Sep 02, 2021
Corey Stilton joined Orchard in May 2021 as a molecular technological strategist. He holds a bachelor’s degree in industrial technology from East Carolina University.
Gwen Allen joined Orchard in May 2021 as a molecular product strategist. She holds a bachelor’s degree in animal sciences from North Carolina State University.
Corey and Gwen were former cofounders of Corwen LLC, a software company that developed and implemented state-of-the-art molecular technology in the laboratory field. Corwen was a strategic partner for Orchard and its clients to support COVID-19 testing. Orchard acquired Corwen LLC in April of 2021 to further its molecular testing capabilities.
Q: How do you see the expansion of molecular testing as the result of COVID-19 influencing the laboratory market post-pandemic?
CS: Despite a lot of apprehension in the market surrounding the viability of PCR and molecular testing, COVID-19 more or less forced physicians to accept PCR as the gold standard method. This helped bring molecular testing out of the esoteric and more toward the front line as an asset. Since many labs had few—if any—PCR instruments, there was also a massive increase in purchases. Post-pandemic, labs will be expanding and capitalizing on this investment, and we expect to see an increase in PCR assays for sexually transmitted infections and other infectious diseases.
Q: What are the most pressing challenges in the molecular testing market?
CS: One of the biggest challenges is the manual processes used for molecular testing. Many labs rely on spreadsheets or paper documents, and reporting, sample management, and inventory management are all manual as well. There is no pipelined automation into a LIMS or an LIS and processes are siloed.

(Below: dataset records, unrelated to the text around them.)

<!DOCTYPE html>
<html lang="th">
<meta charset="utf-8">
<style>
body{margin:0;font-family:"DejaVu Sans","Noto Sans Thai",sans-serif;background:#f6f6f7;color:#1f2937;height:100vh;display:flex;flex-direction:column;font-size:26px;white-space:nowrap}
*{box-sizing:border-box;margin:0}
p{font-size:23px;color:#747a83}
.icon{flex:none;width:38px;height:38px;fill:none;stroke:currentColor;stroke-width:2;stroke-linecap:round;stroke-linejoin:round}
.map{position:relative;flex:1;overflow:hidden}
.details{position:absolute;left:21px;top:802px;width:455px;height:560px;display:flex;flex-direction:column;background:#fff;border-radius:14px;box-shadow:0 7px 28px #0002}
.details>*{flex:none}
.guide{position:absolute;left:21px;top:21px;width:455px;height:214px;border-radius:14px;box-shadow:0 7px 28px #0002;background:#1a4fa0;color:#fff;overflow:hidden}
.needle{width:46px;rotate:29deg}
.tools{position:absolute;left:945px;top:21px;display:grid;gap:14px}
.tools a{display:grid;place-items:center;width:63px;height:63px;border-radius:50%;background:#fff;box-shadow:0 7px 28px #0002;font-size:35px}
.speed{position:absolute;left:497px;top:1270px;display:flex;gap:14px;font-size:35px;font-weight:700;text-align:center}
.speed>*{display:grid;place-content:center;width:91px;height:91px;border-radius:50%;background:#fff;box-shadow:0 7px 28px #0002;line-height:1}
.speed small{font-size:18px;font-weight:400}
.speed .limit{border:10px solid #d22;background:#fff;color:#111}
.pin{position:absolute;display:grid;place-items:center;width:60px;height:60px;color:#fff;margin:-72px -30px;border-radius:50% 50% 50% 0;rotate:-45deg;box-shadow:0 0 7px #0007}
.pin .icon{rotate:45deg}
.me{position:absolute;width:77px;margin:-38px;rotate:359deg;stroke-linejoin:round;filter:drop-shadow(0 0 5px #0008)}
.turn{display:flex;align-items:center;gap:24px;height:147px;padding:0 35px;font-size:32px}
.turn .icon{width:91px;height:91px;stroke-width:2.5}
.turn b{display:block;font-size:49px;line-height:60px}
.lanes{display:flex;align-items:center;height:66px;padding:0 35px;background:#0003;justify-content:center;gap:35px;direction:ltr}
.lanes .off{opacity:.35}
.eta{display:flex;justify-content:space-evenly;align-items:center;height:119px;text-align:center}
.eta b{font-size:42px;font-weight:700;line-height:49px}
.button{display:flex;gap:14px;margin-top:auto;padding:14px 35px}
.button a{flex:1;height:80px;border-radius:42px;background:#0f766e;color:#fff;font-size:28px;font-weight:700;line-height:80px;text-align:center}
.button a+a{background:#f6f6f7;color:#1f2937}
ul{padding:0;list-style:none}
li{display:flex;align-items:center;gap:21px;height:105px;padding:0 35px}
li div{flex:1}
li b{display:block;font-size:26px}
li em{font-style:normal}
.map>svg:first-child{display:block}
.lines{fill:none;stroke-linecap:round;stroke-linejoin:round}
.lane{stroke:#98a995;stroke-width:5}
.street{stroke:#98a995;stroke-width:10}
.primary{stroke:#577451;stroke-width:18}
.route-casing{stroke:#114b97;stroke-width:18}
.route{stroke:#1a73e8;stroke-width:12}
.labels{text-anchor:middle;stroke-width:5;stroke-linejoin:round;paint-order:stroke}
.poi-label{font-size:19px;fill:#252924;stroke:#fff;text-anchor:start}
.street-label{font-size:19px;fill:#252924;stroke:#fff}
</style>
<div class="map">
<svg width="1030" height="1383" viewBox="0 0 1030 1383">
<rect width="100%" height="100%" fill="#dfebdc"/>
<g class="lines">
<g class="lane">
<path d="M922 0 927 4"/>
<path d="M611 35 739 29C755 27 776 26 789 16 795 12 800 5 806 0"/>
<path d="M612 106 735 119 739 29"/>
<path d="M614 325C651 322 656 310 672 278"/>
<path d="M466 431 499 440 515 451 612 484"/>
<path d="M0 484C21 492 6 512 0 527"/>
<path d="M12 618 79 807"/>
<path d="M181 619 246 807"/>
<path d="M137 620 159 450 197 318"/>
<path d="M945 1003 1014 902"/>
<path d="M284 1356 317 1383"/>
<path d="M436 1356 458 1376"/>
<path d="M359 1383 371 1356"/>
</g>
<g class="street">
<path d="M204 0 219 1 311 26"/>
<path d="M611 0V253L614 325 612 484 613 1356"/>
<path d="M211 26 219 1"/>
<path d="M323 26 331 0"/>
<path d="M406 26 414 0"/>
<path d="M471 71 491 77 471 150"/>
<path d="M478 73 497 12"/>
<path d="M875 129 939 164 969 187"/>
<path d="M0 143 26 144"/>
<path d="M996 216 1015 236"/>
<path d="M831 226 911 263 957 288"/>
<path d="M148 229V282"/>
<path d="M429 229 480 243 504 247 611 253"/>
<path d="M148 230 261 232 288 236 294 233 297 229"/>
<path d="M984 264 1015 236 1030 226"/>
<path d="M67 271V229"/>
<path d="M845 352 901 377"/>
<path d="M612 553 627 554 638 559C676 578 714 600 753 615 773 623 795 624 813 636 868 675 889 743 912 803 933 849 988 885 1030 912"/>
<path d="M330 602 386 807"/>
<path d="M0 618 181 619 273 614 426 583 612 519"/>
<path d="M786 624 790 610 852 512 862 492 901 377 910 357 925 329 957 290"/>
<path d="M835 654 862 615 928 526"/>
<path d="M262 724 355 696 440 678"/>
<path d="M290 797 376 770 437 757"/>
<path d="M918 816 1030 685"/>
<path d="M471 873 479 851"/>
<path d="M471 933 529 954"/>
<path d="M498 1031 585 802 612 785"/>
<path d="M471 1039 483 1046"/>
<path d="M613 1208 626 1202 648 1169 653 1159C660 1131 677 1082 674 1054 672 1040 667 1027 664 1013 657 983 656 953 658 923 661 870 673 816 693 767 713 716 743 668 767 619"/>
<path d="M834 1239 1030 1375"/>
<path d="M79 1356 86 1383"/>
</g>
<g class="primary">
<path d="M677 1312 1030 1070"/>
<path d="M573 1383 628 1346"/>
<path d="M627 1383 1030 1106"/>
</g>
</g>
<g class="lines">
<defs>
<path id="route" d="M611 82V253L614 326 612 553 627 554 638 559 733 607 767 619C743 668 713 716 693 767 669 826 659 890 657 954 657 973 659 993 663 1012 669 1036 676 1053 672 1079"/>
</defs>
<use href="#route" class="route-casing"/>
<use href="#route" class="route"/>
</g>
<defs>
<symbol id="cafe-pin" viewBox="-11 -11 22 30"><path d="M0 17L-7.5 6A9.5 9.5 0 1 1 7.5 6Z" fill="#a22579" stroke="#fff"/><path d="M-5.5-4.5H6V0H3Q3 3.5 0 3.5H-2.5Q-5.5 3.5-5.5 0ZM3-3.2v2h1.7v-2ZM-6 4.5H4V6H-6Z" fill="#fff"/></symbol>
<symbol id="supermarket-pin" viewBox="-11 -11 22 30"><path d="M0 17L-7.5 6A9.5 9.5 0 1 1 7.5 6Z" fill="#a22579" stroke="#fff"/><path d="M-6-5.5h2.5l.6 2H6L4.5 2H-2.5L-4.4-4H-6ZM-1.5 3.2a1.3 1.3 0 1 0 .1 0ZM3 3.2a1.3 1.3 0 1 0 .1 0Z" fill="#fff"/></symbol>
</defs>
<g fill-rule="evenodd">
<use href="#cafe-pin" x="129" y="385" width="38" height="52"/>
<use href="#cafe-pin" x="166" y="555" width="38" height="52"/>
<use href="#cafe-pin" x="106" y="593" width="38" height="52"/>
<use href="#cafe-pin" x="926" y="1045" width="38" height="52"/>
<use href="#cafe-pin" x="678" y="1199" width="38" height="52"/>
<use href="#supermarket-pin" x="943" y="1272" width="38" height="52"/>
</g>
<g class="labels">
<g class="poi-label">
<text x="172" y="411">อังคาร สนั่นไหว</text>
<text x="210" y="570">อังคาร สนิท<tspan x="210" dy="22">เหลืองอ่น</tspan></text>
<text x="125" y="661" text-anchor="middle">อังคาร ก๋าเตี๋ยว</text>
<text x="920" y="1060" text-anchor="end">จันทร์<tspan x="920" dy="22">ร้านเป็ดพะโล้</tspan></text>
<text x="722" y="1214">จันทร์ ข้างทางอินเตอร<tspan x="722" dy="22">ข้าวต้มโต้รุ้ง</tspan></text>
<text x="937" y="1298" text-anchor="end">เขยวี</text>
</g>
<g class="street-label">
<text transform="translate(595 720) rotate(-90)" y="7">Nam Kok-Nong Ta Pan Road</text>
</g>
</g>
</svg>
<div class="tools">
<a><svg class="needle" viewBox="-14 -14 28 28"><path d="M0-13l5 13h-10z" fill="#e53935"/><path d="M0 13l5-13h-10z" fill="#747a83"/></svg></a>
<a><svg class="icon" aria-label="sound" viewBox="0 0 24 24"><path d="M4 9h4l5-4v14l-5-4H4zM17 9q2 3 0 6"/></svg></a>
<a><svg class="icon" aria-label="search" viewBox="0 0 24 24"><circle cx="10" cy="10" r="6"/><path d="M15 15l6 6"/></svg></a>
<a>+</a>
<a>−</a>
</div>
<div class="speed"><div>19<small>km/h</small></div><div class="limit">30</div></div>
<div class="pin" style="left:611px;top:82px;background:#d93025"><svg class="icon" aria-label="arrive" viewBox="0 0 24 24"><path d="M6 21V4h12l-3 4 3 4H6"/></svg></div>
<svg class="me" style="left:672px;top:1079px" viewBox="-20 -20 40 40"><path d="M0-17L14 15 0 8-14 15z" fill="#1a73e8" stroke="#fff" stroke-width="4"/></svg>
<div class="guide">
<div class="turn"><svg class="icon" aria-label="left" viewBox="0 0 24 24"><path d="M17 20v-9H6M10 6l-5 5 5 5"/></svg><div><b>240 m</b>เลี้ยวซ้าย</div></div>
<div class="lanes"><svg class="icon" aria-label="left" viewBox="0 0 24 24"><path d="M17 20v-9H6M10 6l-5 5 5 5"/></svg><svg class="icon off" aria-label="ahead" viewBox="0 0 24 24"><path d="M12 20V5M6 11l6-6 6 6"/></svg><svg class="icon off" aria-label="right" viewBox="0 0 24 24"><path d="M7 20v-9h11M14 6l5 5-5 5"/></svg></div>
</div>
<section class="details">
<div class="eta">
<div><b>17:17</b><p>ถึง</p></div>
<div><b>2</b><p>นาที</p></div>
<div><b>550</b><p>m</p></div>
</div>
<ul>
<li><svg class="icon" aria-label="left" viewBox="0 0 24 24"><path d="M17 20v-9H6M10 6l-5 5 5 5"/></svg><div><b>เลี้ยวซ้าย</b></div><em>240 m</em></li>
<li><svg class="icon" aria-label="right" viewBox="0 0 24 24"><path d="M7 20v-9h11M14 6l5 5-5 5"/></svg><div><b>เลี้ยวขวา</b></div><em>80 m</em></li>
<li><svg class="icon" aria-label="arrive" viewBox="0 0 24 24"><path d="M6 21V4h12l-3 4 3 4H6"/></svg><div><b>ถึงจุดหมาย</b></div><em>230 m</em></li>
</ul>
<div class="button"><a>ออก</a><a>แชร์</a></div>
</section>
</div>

GA: Another challenge is the lack of standards in the molecular market. Despite the fact that molecular labs adhere to CLIA, CAP, and COLA regulations, they lack the standards—specific methodology and instruments—that the traditional clinical labs rely on. As molecular testing becomes more mainstream, we expect to see more standardization across the field.
Q: How can a molecular IT solution improve patient safety?
CS: It can overcome some of the limitations and risks associated with manual data management methods like spreadsheets. It is easy to accidentally move, shift, or delete entries in a spreadsheet. These errors happen in a vacuum because unlike a traditional LIMS, there is no auditing or specimen tracking. We are bringing this level of visibility and fine-grain tracking to the molecular market.
GA: For example, many years ago, one of our clients called me in the middle of the night in tears because they had accidentally shifted a row in the spreadsheet containing data for thousands of patients. The only solution was to go through the results one by one to audit and ensure the data was associated with the correct patient ID.
Q: What are the biggest hurdles to the future expansion of molecular testing?
GA: From our perspective, the biggest challenge is securing vendor buy-in. A lot of these instruments are closed boxes made for research and development work. They essentially need to start opening up to the LIMS so we can do native integration and a more traditional bi-directional interfacing. Ultimately, it will make this a much easier and safer process.
CS: In organizations of every size, we have seen a mix and match of equipment from different vendors. The challenge is to gain insight into communication with these devices to develop a bridging system that brings everything together efficiently. Many of the manufacturers are very responsive and want to work with LIS vendors and IT vendors so they can offer certain packages to their customers.
Q: What do you foresee with respect to IT solutions in the molecular market in the next decade?
CS: Next-generation sequencing (NGS) is where the focus will be in the future. Right now, it is a very disparate market. Many labs acquire NGS equipment for whole genome sequencing, but then have to work with multiple different vendors and use their pipelines to extract useful information from the sequencing data. In the next decade, there will likely be more third parties who come together with vendors like ourselves, who offer more open-ended software solutions. Together, we can make single nucleotide polymorphism (SNP) assays and exome testing more efficient.